Pencegahan varicella, selain dengan meningkatkan daya tahan tubuh, dapat ditempuh dengan pemberian vaksinasi atau imunisasi immunoglobulin (IG) anti varicella. Vaksinasi diberikan untuk mereka yang belum pernah terkena varicella. Immunoglobulin diberikan setelah tejadi paparan (postexposure), terutama pada pasien dengan status imun rendah, bayi baru lahir (BBL), dan ibu hamil. Bila sudah terjadi infeksi, prinsip terapi adalah suportif dan pemberian anti viral sesuai indikasi. Anti viral terpilih adalah acyclovir, yang akan bekerja efektif bila diberikan 72 jam pertama sesudah munculnya lesi. Indikasi mutlak pemberian terapi anti viral meliputi status imun rendah, manifestasi klinis berat, serta kehamilan trimester ke-3. Pasien dengan varicella perlu dirawat bila keadaan umum lemah, lesi luas, atau untuk keperluan isolasi.

D.    Penyakit Toxoplasmasis pada Kehamilan
Infeksi Toxoplasma disebabkan oleh parasit yang disebut Toxoplasma gondi.
Pada umumnya, infeksi Toxoplasma terjadi tanpa disertai gejala yang spesi
fik. Kira-kira hanya 10-20% kasus infeksi.
Infeksi Toxoplasma berbahaya bila terjadi saat ibu sedang hamil atau pada orang dengan sistem kekebalan tubuh terganggu (misalnya penderita AIDS, pasien transpalasi organ yang mendapatkan obat penekan respon imun).
Jika wanita hamil terinfeksi Toxoplasma maka akibat yang dapat terjadi adalah abortus spontan atau keguguran (4%), lahir mati (3%) atau bayi menderita Toxoplasmosis bawaan. pada Toxoplasmosis bawaan, gejala dapat muncul setelah dewasa, misalnya kelainan mata dan telinga, retardasi mental, kejang-kejang dan ensefalitis.
1.      Gejala Toxo
Sekitar 80% - 90% dari orang yang terinfeksi Toxoplasma tidak menunjukkan gejala. Mereka yang mengalami gejala biasanya mengalami pembengkakan kelenjar getah bening serviks dan gejala mirip flu yang hilang dalam beberapa minggu atau bulan tanpa pengobatan. Organisme ini sebenarnya masih berada di tubuh dalam kondisi laten dan dapat aktif kembali jika orang tersebut menjadi immunodepressed. Sebagai contoh, pasien dengan AIDS dapat terkena lesi di otak akibat reaktivasi Toxoplasma. Pasien kemoterapi dapat terserang pada organ mata, jantung (miokarditis), paru-paru atau otak ketika parasit menjadi aktif kembali.

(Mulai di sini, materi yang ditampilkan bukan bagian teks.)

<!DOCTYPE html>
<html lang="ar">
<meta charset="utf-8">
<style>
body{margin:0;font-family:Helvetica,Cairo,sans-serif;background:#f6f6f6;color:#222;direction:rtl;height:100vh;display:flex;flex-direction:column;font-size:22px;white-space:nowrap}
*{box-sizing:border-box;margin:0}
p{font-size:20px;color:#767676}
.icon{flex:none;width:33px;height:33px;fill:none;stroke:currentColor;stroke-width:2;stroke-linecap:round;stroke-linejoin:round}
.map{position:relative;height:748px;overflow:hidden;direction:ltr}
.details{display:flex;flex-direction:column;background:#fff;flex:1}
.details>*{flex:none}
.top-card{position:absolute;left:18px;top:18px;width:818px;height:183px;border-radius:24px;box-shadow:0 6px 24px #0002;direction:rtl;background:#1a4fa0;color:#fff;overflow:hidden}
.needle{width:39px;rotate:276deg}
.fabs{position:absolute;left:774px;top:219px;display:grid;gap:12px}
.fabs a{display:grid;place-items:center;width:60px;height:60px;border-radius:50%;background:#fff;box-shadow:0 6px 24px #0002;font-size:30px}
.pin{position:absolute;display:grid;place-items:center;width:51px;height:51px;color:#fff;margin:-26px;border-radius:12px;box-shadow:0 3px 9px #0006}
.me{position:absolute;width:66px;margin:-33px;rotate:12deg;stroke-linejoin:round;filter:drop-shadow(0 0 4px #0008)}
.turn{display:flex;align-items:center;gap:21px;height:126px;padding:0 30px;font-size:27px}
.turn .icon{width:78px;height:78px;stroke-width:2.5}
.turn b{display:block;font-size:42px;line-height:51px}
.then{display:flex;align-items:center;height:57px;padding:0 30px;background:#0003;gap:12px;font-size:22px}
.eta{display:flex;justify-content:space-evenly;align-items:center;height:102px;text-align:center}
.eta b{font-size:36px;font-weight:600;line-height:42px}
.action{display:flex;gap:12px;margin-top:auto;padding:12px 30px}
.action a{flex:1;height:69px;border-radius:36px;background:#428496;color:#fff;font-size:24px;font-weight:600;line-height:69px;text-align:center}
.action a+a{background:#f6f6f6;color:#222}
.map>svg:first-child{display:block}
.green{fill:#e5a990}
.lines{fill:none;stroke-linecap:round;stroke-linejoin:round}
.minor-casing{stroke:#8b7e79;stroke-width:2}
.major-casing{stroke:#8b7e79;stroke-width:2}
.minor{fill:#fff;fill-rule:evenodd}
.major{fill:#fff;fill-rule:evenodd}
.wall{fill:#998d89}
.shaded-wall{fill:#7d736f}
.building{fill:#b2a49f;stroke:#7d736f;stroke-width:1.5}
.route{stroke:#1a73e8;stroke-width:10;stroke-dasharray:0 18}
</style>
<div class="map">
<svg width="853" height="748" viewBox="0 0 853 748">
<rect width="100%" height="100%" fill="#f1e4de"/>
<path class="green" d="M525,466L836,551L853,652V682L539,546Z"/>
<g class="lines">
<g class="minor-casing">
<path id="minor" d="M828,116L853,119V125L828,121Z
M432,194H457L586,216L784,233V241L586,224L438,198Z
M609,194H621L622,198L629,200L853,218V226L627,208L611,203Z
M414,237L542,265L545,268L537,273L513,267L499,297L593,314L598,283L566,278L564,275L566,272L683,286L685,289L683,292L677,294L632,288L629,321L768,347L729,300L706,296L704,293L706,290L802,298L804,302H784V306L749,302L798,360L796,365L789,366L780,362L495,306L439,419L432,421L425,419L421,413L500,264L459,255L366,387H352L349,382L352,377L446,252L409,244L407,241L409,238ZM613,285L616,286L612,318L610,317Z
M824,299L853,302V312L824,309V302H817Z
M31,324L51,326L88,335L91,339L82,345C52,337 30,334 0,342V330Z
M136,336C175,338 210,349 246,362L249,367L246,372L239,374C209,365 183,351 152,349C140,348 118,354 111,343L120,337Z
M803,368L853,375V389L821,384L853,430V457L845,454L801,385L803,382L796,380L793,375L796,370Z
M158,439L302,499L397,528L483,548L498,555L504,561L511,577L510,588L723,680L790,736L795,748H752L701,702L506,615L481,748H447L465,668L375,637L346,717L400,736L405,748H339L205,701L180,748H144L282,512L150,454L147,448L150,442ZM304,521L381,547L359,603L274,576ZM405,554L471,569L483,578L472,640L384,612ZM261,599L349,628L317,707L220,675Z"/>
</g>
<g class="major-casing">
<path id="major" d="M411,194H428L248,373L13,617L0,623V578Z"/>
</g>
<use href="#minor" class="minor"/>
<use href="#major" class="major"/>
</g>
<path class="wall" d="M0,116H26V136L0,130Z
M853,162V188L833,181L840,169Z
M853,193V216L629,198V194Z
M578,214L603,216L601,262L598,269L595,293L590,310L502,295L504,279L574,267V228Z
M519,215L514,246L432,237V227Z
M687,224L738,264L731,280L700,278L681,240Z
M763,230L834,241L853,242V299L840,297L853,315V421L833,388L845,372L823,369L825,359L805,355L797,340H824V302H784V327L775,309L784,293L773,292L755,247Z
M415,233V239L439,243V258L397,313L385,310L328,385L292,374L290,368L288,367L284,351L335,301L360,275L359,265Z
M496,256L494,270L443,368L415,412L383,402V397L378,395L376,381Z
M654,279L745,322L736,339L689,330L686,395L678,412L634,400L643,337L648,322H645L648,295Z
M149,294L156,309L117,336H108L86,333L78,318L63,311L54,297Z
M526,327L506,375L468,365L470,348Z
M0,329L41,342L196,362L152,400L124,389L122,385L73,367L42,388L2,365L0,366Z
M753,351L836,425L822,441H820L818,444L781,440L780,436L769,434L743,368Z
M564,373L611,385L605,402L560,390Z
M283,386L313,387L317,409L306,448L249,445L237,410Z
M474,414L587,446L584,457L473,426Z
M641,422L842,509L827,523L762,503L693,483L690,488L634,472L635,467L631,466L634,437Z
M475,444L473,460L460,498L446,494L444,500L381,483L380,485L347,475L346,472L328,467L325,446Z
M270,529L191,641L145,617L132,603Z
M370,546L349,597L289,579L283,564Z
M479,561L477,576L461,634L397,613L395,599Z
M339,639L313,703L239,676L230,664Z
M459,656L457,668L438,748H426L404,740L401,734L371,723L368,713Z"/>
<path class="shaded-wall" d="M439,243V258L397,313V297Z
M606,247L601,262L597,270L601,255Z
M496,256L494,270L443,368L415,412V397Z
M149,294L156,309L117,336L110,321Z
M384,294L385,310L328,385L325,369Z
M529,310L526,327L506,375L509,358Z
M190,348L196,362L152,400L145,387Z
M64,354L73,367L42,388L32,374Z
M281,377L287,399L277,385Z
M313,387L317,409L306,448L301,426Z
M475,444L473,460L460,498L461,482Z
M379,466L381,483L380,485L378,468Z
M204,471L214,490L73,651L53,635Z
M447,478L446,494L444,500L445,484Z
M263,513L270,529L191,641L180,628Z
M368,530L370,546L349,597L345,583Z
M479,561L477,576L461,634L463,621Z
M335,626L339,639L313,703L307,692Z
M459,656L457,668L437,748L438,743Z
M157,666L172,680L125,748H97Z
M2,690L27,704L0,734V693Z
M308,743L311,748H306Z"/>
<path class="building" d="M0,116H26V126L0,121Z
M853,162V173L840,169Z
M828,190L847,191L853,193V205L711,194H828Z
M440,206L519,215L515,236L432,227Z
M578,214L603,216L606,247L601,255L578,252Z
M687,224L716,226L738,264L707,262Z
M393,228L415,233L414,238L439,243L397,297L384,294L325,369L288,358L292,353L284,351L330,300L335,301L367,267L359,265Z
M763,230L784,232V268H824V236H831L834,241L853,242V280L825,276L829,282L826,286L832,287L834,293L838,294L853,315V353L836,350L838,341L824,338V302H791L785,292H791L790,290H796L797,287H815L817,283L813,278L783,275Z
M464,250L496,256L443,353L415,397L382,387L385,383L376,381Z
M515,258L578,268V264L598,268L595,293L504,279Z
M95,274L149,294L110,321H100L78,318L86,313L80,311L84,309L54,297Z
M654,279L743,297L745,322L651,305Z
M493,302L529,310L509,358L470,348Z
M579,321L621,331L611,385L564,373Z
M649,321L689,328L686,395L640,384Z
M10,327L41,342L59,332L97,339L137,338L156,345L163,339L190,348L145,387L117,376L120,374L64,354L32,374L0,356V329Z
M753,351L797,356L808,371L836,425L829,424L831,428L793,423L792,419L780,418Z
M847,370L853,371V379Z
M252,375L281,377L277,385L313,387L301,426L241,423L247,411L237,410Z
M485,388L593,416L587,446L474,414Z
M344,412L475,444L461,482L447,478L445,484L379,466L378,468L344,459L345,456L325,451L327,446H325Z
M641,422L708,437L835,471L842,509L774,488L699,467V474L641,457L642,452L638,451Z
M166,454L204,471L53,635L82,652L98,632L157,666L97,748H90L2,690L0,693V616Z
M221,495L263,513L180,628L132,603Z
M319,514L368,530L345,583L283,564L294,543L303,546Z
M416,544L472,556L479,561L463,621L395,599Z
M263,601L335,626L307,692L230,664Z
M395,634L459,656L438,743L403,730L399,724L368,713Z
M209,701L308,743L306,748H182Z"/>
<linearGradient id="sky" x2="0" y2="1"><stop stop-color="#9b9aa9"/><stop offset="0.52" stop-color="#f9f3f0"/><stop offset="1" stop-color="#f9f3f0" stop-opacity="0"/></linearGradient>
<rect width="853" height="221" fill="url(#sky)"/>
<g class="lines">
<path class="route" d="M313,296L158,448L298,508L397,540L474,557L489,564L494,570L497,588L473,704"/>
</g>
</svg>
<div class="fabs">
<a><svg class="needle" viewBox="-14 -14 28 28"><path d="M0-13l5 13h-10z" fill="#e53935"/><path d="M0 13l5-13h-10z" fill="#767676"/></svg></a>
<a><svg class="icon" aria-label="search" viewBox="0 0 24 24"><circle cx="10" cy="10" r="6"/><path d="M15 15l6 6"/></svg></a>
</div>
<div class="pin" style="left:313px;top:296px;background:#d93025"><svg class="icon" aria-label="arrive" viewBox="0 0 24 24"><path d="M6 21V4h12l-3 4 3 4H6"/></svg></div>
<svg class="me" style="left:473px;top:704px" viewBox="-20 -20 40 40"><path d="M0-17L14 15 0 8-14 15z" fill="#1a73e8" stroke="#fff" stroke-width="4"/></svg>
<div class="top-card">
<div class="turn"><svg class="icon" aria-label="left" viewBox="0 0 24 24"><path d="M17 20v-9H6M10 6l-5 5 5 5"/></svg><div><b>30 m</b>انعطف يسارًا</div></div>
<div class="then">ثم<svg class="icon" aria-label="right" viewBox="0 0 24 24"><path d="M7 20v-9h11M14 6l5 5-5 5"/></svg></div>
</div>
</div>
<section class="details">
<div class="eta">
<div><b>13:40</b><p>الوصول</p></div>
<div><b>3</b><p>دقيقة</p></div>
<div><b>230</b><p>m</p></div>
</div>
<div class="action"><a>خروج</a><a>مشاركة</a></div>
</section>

Infeksi bawaan Toxoplasma bisa menyebabkan masalah serius pada mata, telinga, dan kerusakan otak pada saat lahir. Namun, infeksi bawaan mungkin asimtomatik sampai beberapa tahun pertama kehidupan atau bahkan sampai dekade kedua atau ketiga ketika mata (penurunan penglihatan atau kebutaan), telinga (pendengaran), atau gejala kerusakan otak (kejang, perubahan status mental) terkena. Toxoplasmosis merupakan penyebab utama retinochoroiditis (peradangan retina dan koroid mata) di Amerika Serikat.
2.      Pengobatan Toxoplasma
Toxoplasmosis dapat ditangani secara medis. Ada beberapa obat, biasanya digunakan dalam kombinasi, untuk mengobati infeksi oleh parasit ini. Tiga obat yang paling sering digunakan ke pasien, termasuk orang dengan HIV adalah pirimetamin (Daraprim), sulfadiazin (Microsulfon), dan asam folinic. Namun, pasien hamil diobati dengan spiramisin (Rovamycine) dan leucovorin (Wellcovorin) di samping obat yang tercantum di atas. Pasien dengan HIV biasanya membutuhkan pengobatan seumur hidup untuk menjaga parasit tetap ditekan. Obat lain kadang-kadang digunakan adalah klindamisin (Cleocin), azitromisin (Zithromax), atau atovakuon (Mepron). Obat ini digunakan terutama ketika pasien alergi terhadap pirimetamin atau sulfadiazin. Dosis bervariasi, cara terbaik untuk menentukan perawatan medis individu adalah didasarkan pada situasi kesehatan pasien.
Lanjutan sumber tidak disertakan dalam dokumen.